Well, my household is one that is NOT going to give out Cipro to trick-or-treaters!

Calls appear to be intensifying for reducing or outright suspending the bombing of Afghanistan for the entire month of Ramadan. Some might think this ridiculous. After all, are we engaged in a death struggle against terrorism or planning a picnic? Goodness! How terribly brutish and insensitive of them! After all, did not the terrorists bypass the Christian day of rest in favor of crashing planes into our buildings on a Monday?

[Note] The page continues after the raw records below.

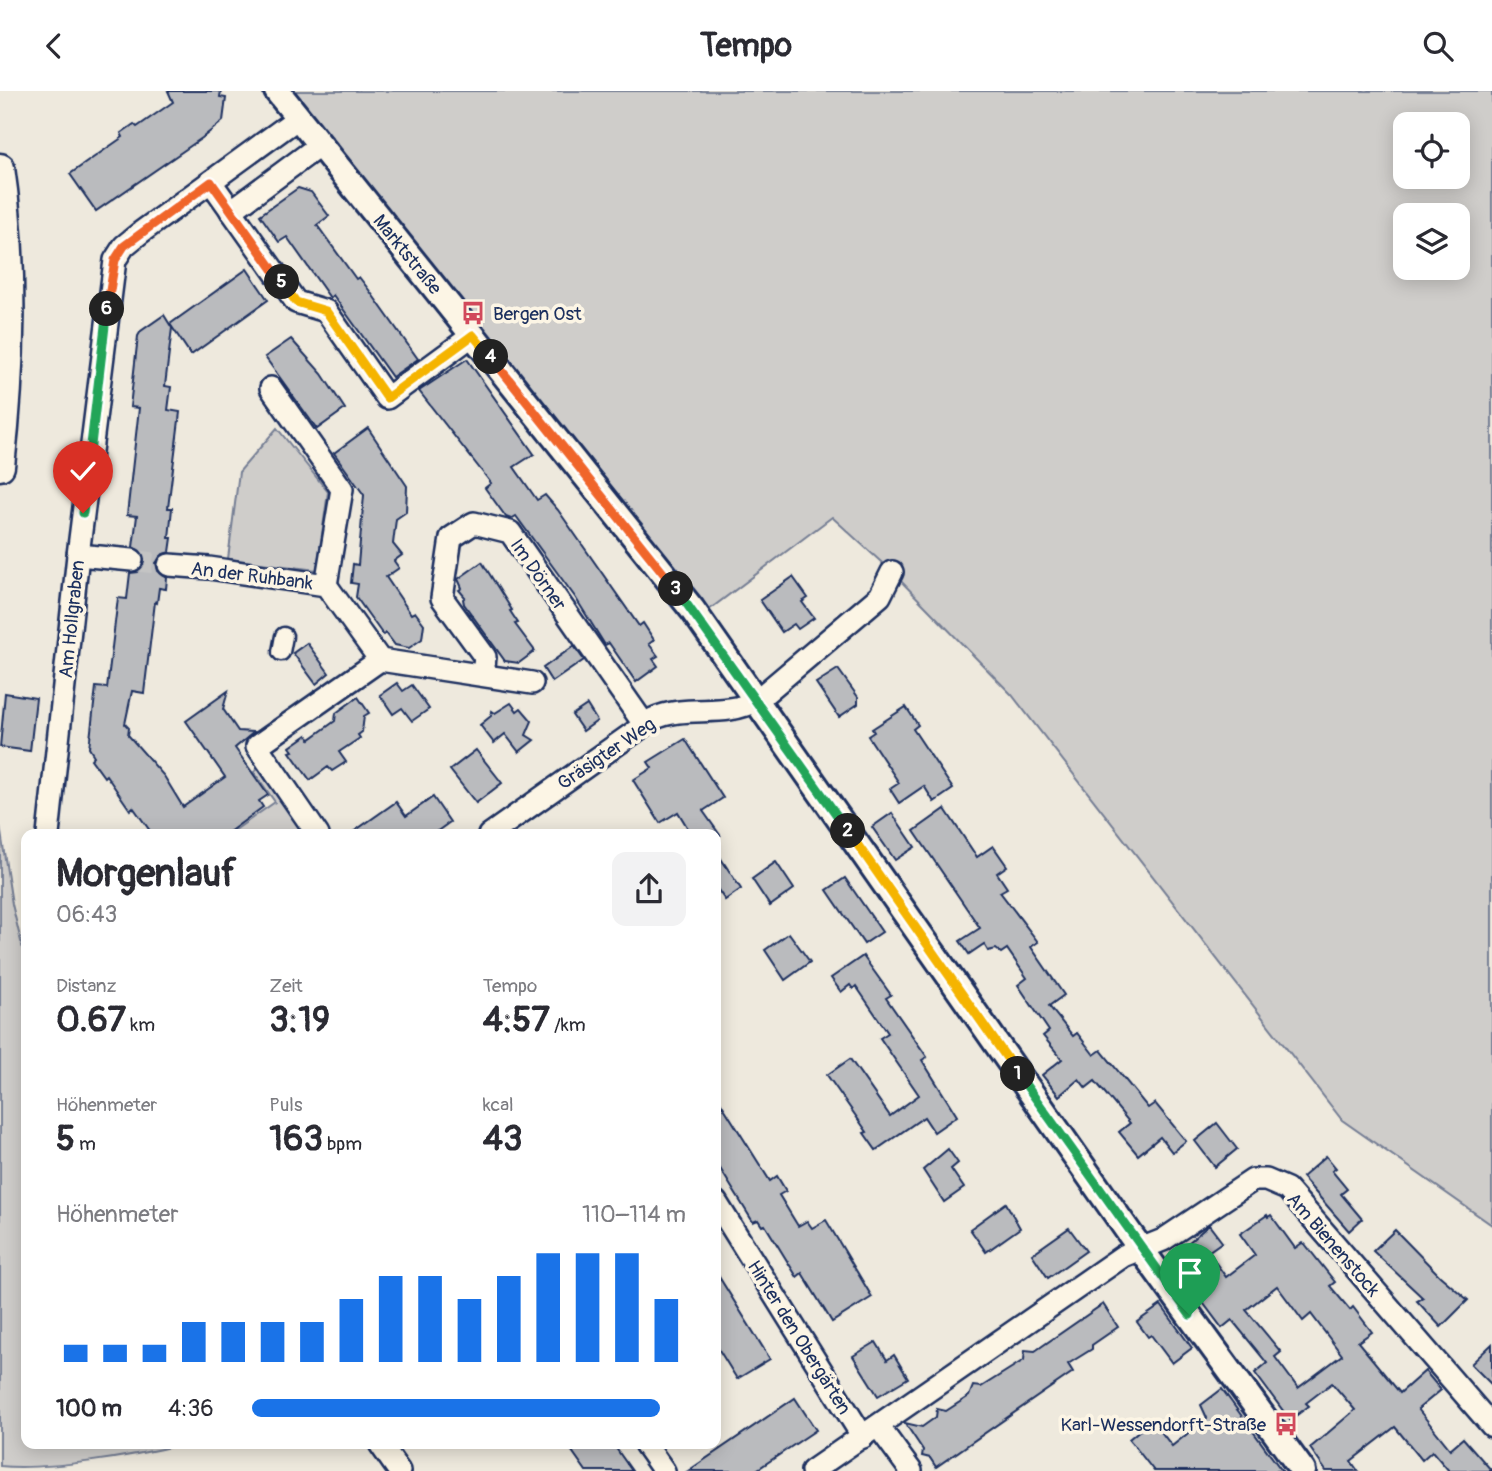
<!DOCTYPE html>
<html lang="de">
<meta charset="utf-8">
<style>
:root{--surface:#fff;--page:#f2f2f3;--text:#2b2b33;--muted:#7c7c81;--accent:#1a73e8}
body{margin:0;font-family:Pangolin,sans-serif;background:var(--page);color:var(--text);height:100vh;display:flex;flex-direction:column;font-size:26px;white-space:nowrap}
*{box-sizing:border-box;margin:0}
p{font-size:23px;color:var(--muted)}
.icon{flex:none;width:38px;height:38px;fill:none;stroke:currentColor;stroke-width:2;stroke-linecap:round;stroke-linejoin:round}
.map{position:relative;flex:1;overflow:hidden}
.drawer{position:absolute;left:21px;top:738px;width:700px;height:620px;display:flex;flex-direction:column;background:var(--surface);border-radius:14px;box-shadow:0 4px 18px #0003}
.drawer>*{flex:none}
.buttons{position:absolute;left:1393px;top:21px;display:grid;gap:14px}
.buttons a{display:grid;place-items:center;width:77px;height:77px;border-radius:14px;background:var(--surface);box-shadow:0 4px 18px #0003;font-size:35px}
.pin{position:absolute;display:grid;place-items:center;width:60px;height:60px;color:#fff;margin:-72px -30px;border-radius:50% 50% 50% 0;rotate:-45deg;box-shadow:0 0 7px #0007}
.pin .icon{rotate:45deg}
.km{position:absolute;width:35px;height:35px;margin:-18px;border-radius:50%;background:#222;color:#fff;font-size:19px;line-height:35px;text-align:center}
.round{display:grid;place-items:center;flex:none;width:74px;height:74px;border-radius:14px;background:var(--page)}
.overview{display:flex;align-items:center;justify-content:space-between;height:119px;padding:0 35px}
h1{font-size:38px;font-weight:700;line-height:52px}
.figures{display:grid;grid-template-columns:repeat(3,1fr);gap:10px;height:119px;padding:7px 35px}
.figures div{display:grid;align-content:center}
.figures b{font-size:35px;font-weight:700}
.figures small{font-size:19px;font-weight:400}
.figures p{font-size:19px}
.chart{height:196px;padding:14px 35px}
.chart p{display:flex;justify-content:space-between}
.chart svg{width:100%;height:126px;margin-top:7px;stroke:var(--accent);stroke-width:6}
ul{padding:0 35px;list-style:none;font-size:23px}
li{display:grid;grid-template-columns:112px 84px 1fr;align-items:center;height:52px}
li i{height:18px;border-radius:9px;background:var(--accent)}
header{display:flex;justify-content:space-between;align-items:center;height:91px;padding:0 35px;background:var(--surface);font-size:32px;font-weight:700}
.map>svg:first-child{display:block}
</style>
<header><svg class="icon" aria-label="back" viewBox="0 0 24 24"><path d="M15 5l-7 7 7 7"/></svg>Tempo<svg class="icon" aria-label="search" viewBox="0 0 24 24"><circle cx="10" cy="10" r="6"/><path d="M15 15l6 6"/></svg></header>
<div class="map">
<svg width="1492" height="1380" viewBox="0 0 1492 1380">
<rect width="100%" height="100%" fill="#eee9dd"/>
<filter id="ink" filterUnits="userSpaceOnUse"><feTurbulence type="fractalNoise" baseFrequency=".0143" numOctaves="2"/><feDisplacementMap in="SourceGraphic" scale="14" xChannelSelector="R" yChannelSelector="G"/><feConvolveMatrix kernelMatrix="1 2 1 2 8 2 1 2 1" color-interpolation-filters="sRGB"/></filter>
<g filter="url(#ink)">
<g fill="#cfcdca" stroke="#757e94" stroke-width="2" fill-rule="evenodd">
<path d="M277,0H1492V1134L1342,1029L1012,604L892,481L832,426L706,521ZM1405,33H1458V86H1405ZM1405,124H1458V177H1405Z"/>
<polygon points="277,337 328,401 317,479 228,468 239,381"/>
<polygon points="264,674 312,744 228,744 275,711 254,681"/>
<path d="M0,735L12,813L26,871V1353H182C136,1365 44,1380 0,1375Z"/>
</g>
<g fill="#babbbe" stroke="#1b2f5e" stroke-width="2" fill-rule="evenodd">
<polygon points="168,0 221,0 220,6 226,7 223,30 202,47 96,120 70,83 123,46 121,42 134,33 137,36 173,11"/>
<polygon points="298,97 311,101 329,125 317,134 356,188 359,186 369,199 418,268 392,286 333,204 330,207 287,146 279,151 260,124"/>
<polygon points="247,178 268,209 191,264 170,233"/>
<polygon points="164,224 172,237 165,295 171,296 168,319 180,321 168,417 172,417 169,447 172,447 170,461 163,463 156,472 158,480 167,487 166,498 159,497 157,512 155,511 144,602 132,600 125,633 129,637 128,644 164,685 183,716 225,686 186,630 228,600 223,618 238,640 254,641 235,657 268,704 259,710 263,716 225,744 153,744 133,716 130,719 106,684 104,686 91,668 94,665 89,657 96,596 107,597 118,507 127,508 130,482 138,481 145,471 144,463 133,456 137,425 127,424 139,317 130,316 138,245 141,240"/>
<polygon points="291,248 322,283 345,318 317,338 265,266"/>
<polygon points="467,268 534,363 514,376 537,409 545,404 558,419 639,535 643,532 654,549 649,553 658,565 653,568 658,575 636,591 609,552 605,554 575,506 516,425 511,428 506,426 485,397 491,392 419,300"/>
<polygon points="368,337 407,395 406,421 396,428 393,453 402,464 394,470 399,477 386,486 411,523 415,521 424,533 422,548 409,557 395,554 386,542 383,544 356,506 358,493 351,492 353,473 358,474 364,404 334,362"/>
<polygon points="482,471 512,519 510,520 518,532 515,533 535,560 519,572 505,570 464,513 463,508 465,506 459,499 462,497 458,488"/>
<polygon points="793,486 808,507 802,511 814,527 798,538 794,533 782,541 760,509"/>
<polygon points="307,552 329,582 316,593 293,562"/>
<polygon points="574,555 584,569 552,591 543,577"/>
<polygon points="838,578 858,606 858,613 839,626 816,592"/>
<polygon points="397,592 403,600 412,594 429,618 412,630 402,617 393,623 380,604"/>
<polygon points="5,602 36,607 30,660 0,656"/>
<polygon points="358,606 369,622 364,625 362,641 358,644 360,647 339,661 346,671 332,680 328,676 310,689 290,661 293,660 290,656 307,644 310,648 335,630 336,622"/>
<polygon points="511,612 517,620 521,617 532,630 526,644 534,649 519,661 505,643 494,652 480,634 491,625 492,620 495,622"/>
<polygon points="587,614 597,630 583,640 572,624"/>
<polygon points="906,616 918,634 913,638 953,698 934,711 924,695 899,712 890,698 899,692 868,645 874,641 872,638"/>
<polygon points="685,648 723,707 703,720 720,744 692,744 678,721 660,732 633,689 652,677 648,671"/>
<polygon points="476,659 502,692 476,712 450,679"/>
<polygon points="433,706 450,731 432,744 349,744 396,711 406,725"/>
<polygon points="945,718 977,766 993,755 1007,775 997,782 1007,797 1000,801 1038,851 1031,856 1064,904 1049,915 1073,945 1077,942 1094,964 1101,959 1148,1017 1155,1012 1186,1050 1172,1061 1160,1046 1138,1064 1119,1041 1130,1032 1095,990 1086,997 1079,988 1059,1005 1042,984 1062,968 1043,945 1049,940 1018,894 1027,887 1007,858 1001,862 996,858 988,860 984,853 969,863 960,850 980,837 914,740"/>
<polygon points="892,722 915,756 895,769 872,736"/>
<polygon points="716,760 741,798 725,809 716,796"/>
<polygon points="776,771 794,798 770,815 752,788"/>
<polygon points="845,787 882,841 864,853 827,799"/>
<polygon points="789,842 810,871 785,889 765,859"/>
<polygon points="863,865 891,904 886,907 927,966 922,969 957,1025 934,1041 924,1026 876,1059 864,1042 867,1041 827,984 850,968 890,1025 919,1004 880,947 888,942 856,895 853,898 850,894 841,901 831,887"/>
<polygon points="716,1004 770,1090 777,1085 786,1100 779,1104 798,1135 807,1130 812,1137 826,1129 872,1206 832,1231 802,1182 797,1186 765,1134 762,1135 758,1129 753,1131 716,1071"/>
<polygon points="1217,1032 1237,1058 1215,1076 1195,1050"/>
<polygon points="948,1058 958,1072 951,1078 964,1097 944,1111 923,1079"/>
<polygon points="1326,1065 1336,1077 1332,1080 1347,1098 1341,1103 1362,1128 1349,1140 1302,1086"/>
<polygon points="1006,1112 1020,1137 986,1161 970,1138"/>
<path d="M1267,1124L1268,1126L1271,1124L1295,1157L1302,1152L1305,1153L1335,1191L1330,1195L1350,1219L1353,1216L1372,1241L1358,1251L1400,1302L1425,1280L1441,1299L1418,1318L1450,1358L1463,1347L1492,1380H1449L1432,1360L1422,1369L1395,1336L1351,1370L1358,1380H1326L1310,1357L1355,1319L1332,1292L1306,1312L1309,1315L1290,1329L1255,1282L1267,1272L1232,1229L1222,1237L1183,1185L1190,1179L1182,1167L1184,1165L1180,1159L1209,1134L1222,1151L1208,1161L1226,1186L1255,1164L1240,1143ZM1277,1195L1303,1230L1311,1223L1342,1264L1298,1297L1275,1266L1281,1261L1246,1219Z"/>
<polygon points="1069,1137 1086,1160 1048,1187 1032,1163"/>
<polygon points="1395,1139 1440,1185 1468,1209 1441,1236 1417,1210 1423,1207 1373,1160"/>
<polygon points="716,1181 770,1268 737,1288 716,1254"/>
<polygon points="1103,1213 1118,1236 1092,1254 1092,1258 1068,1273 1073,1281 936,1376 930,1367 922,1365 923,1359 905,1332 922,1336 936,1326 937,1318 946,1320 969,1305 973,1295 981,1296 1024,1269 1025,1259 1035,1260"/>
<polygon points="1161,1214 1192,1257 1172,1272 1151,1244 1148,1246 1137,1231"/>
<polygon points="876,1251 887,1269 894,1264 908,1287 878,1305 853,1265"/>
<polygon points="1492,1253 1492,1294 1471,1273"/>
<polygon points="1222,1298 1282,1380 1154,1380 1129,1348 1152,1329 1172,1355 1207,1327 1201,1314"/>
<polygon points="795,1307 816,1339 755,1380 688,1380"/>
<polygon points="567,1353 613,1353 632,1380 586,1380"/>
</g>
<g fill="none" stroke-linecap="round" stroke-linejoin="round">
<polyline stroke="#c4c4c4" stroke-width="21" stroke-dasharray="21 10" stroke-linecap="butt" points="132,469 169,474"/>
<g stroke="#1b2f5e" stroke-width="21">
<polyline id="pedestrian" points="281,561 284,545"/>
</g>
<g stroke="#1b2f5e" stroke-width="26">
<g id="minor">
<polyline points="211,91 296,211 326,220 387,307 473,244"/>
<polyline points="231,120 320,54"/>
<polyline points="271,297 342,398 326,494"/>
<polyline points="78,464 132,469"/>
<polyline points="169,474 209,477 326,494 380,569 532,592"/>
<polyline points="483,584 485,566 442,507 451,447 474,432 510,441 644,633"/>
<polyline points="48,744 78,464 115,169 124,155 140,142 298,27"/>
<polyline points="318,744 257,655 380,569"/>
<path d="M489,744L653,628C687,612 724,628 757,609L880,505L892,481"/>
<polyline points="716,1111 863,1346"/>
<polyline points="878,1335 911,1380"/>
<polyline points="380,1353 399,1380"/>
<polyline points="645,1353 664,1380"/>
<polyline points="812,1380 1123,1165 1163,1149 1253,1089 1266,1089 1287,1098 1492,1335"/>
</g>
</g>
<g stroke="#1b2f5e" stroke-width="30">
<polyline id="tertiary" points="277,0 692,518 1130,1143 1303,1380"/>
</g>
<g stroke="#1b2f5e" stroke-width="33">
<path id="secondary" d="M0,77C14,171 11,281 0,375"/>
</g>
<use href="#pedestrian" stroke="#fcf5e5" stroke-width="16"/>
<use href="#minor" stroke="#fcf5e5" stroke-width="21"/>
<use href="#tertiary" stroke="#fcf5e5" stroke-width="24"/>
<use href="#secondary" stroke="#fcf5e5" stroke-width="28"/>
</g>
</g>
<g fill="none" stroke-linecap="round" stroke-linejoin="round" filter="url(#ink)">
<g stroke="#fff" stroke-width="14">
<polyline id="split-1" points="1018,983 1190,1224"/>
</g>
<g stroke="#fff" stroke-width="14">
<polyline id="split-2" points="848,740 1018,983"/>
</g>
<g stroke="#fff" stroke-width="14">
<polyline id="split-3" points="676,498 848,740"/>
</g>
<g stroke="#fff" stroke-width="14">
<polyline id="split-4" points="491,266 676,498"/>
</g>
<g stroke="#fff" stroke-width="14">
<polyline id="split-5" points="282,191 296,211 326,220 387,307 473,244 491,266"/>
</g>
<g stroke="#fff" stroke-width="14">
<polyline id="split-6" points="107,218 115,169 124,155 211,91 282,191"/>
</g>
<g stroke="#fff" stroke-width="14">
<polyline id="split-7" points="83,422 107,218"/>
</g>
<use href="#split-1" stroke="#22a559" stroke-width="9"/>
<use href="#split-2" stroke="#f5b400" stroke-width="9"/>
<use href="#split-3" stroke="#22a559" stroke-width="9"/>
<use href="#split-4" stroke="#f0652b" stroke-width="9"/>
<use href="#split-5" stroke="#f5b400" stroke-width="9"/>
<use href="#split-6" stroke="#f0652b" stroke-width="9"/>
<use href="#split-7" stroke="#22a559" stroke-width="9"/>
</g>
<defs>
<g id="bus-bare" transform="scale(1.89)"><path d="M-5-6H5V4H4V6H2V4H-2V6H-4V4H-5ZM-3.5-4V0h7V-4ZM-3.5 1.2v1.5H-2V1.2ZM2 1.2v1.5H3.5V1.2Z" fill="#d1495b" stroke="#fcf5e5" stroke-width="2.5" paint-order="stroke"/></g>
</defs>
<g fill-rule="evenodd">
<use href="#bus-bare" x="473" y="222"/>
<use href="#bus-bare" x="1286" y="1333"/>
</g>
<g text-anchor="middle" stroke-width="7" stroke-linejoin="round" paint-order="stroke">
<g font-size="19" fill="#1b2f5e" stroke="#fcf5e5">
<text transform="translate(408 163) rotate(51)" y="7">Marktstraße</text>
<text transform="translate(539 483) rotate(55)" y="7">Im Dörner</text>
<text transform="translate(252 484) rotate(7)" y="7">An der Ruhbank</text>
<text transform="translate(71 528) rotate(-84)" y="7">Am Hollgraben</text>
<text transform="translate(606 662) rotate(-34)" y="7">Gräsigter Weg</text>
<text transform="translate(1334 1153) rotate(49)" y="7">Am Bienenstock</text>
<text transform="translate(800 1246) rotate(58)" y="7">Hinter den Obergärten</text>
</g>
<g font-size="19" fill="#1b2f5e" stroke="#fcf5e5" text-anchor="start">
<text x="493" y="229">Bergen Ost</text>
<text x="1266" y="1340" text-anchor="end">Karl-Wessendorft-Straße</text>
</g>
</g>
</svg>
<div class="buttons">
<a><svg class="icon" aria-label="locate" viewBox="0 0 24 24"><circle cx="12" cy="12" r="6"/><path d="M12 2v4M12 18v4M2 12h4M18 12h4"/></svg></a>
<a><svg class="icon" aria-label="layers" viewBox="0 0 24 24"><path d="M12 4l9 5-9 5-9-5zM3 14l9 5 9-5"/></svg></a>
</div>
<div class="pin" style="left:1190px;top:1224px;background:#1e9e55"><svg class="icon" aria-label="arrive" viewBox="0 0 24 24"><path d="M6 21V4h12l-3 4 3 4H6"/></svg></div>
<div class="pin" style="left:83px;top:422px;background:#d93025"><svg class="icon" aria-label="check" viewBox="0 0 24 24"><path d="M5 12l5 5 9-10"/></svg></div>
<b class="km" style="left:1018px;top:983px">1</b>
<b class="km" style="left:848px;top:740px">2</b>
<b class="km" style="left:676px;top:498px">3</b>
<b class="km" style="left:491px;top:266px">4</b>
<b class="km" style="left:282px;top:191px">5</b>
<b class="km" style="left:107px;top:218px">6</b>
<section class="drawer">
<div class="overview"><div><h1>Morgenlauf</h1><p>06:43</p></div><a class="round"><svg class="icon" aria-label="share" viewBox="0 0 24 24"><path d="M12 15V3M7 8l5-5 5 5M5 13v7h14v-7"/></svg></a></div>
<div class="figures">
<div><p>Distanz</p><b>0.67<small> km</small></b></div>
<div><p>Zeit</p><b>3:19</b></div>
<div><p>Tempo</p><b>4:57<small> /km</small></b></div>
</div>
<div class="figures">
<div><p>Höhenmeter</p><b>5<small> m</small></b></div>
<div><p>Puls</p><b>163<small> bpm</small></b></div>
<div><p>kcal</p><b>43</b></div>
</div>
<div class="chart"><p><span>Höhenmeter</span>110–114 m</p>
<svg viewBox="0 0 160 44" preserveAspectRatio="none"><path d="M5 44V38M15 44V38M25 44V38M35 44V30M45 44V30M55 44V30M65 44V30M75 44V22M85 44V14M95 44V14M105 44V22M115 44V14M125 44V6M135 44V6M145 44V6M155 44V22"/></svg>
</div>
<ul>
<li><b>100 m</b>4:36<i style="width:94%"></i></li>
</ul>
</section>
</div>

So here’s what we do:  We double the attacks during Ramadan, saying that but for Ramadan we would have tripled them.

How often do you have to tell people that obesity kills?

A woman who fell to her death from the Knott's Berry Farm's "Perilous Plunge" in September couldn’t be belted in properly because she was too big for the ride, according to the manufacturer. The abdomen of Lori Mason-Larez, 40, measured 58 inches, according to an Orange County coroner's report. The seat belt is only 50 inches, said Sandor Kernacs, president of ride manufacturer Intamin Ltd.

The family of the 5-foot-8, 292-pound woman is suing Knott's Berry Farm, its owner, Cedar Fair LP, and Intamin for unspecified general and punitive damages.

"Our definition is that those people who have extreme dimensions . . . should not ride the ride," Kernacs told the Associated Press. "Those people who cannot be safely restrained should not ride it."

So why not keep them off the ride like you would a little kid or a pregnant woman?

If the company did try to limit riders according to weight or waist size, Kernacs said, advocates for the obese would quickly raise hue and cry. "Basically we cannot discriminate against anybody." Ah, but the Grim Reaper does.  (No, not the "Grim Reaper Ride," but death.)

There’s no indication yet as to whether the family will also sue the makers of all the food Mrs. Mason-Larez perilously plunged into her mouth to become so gargantuan.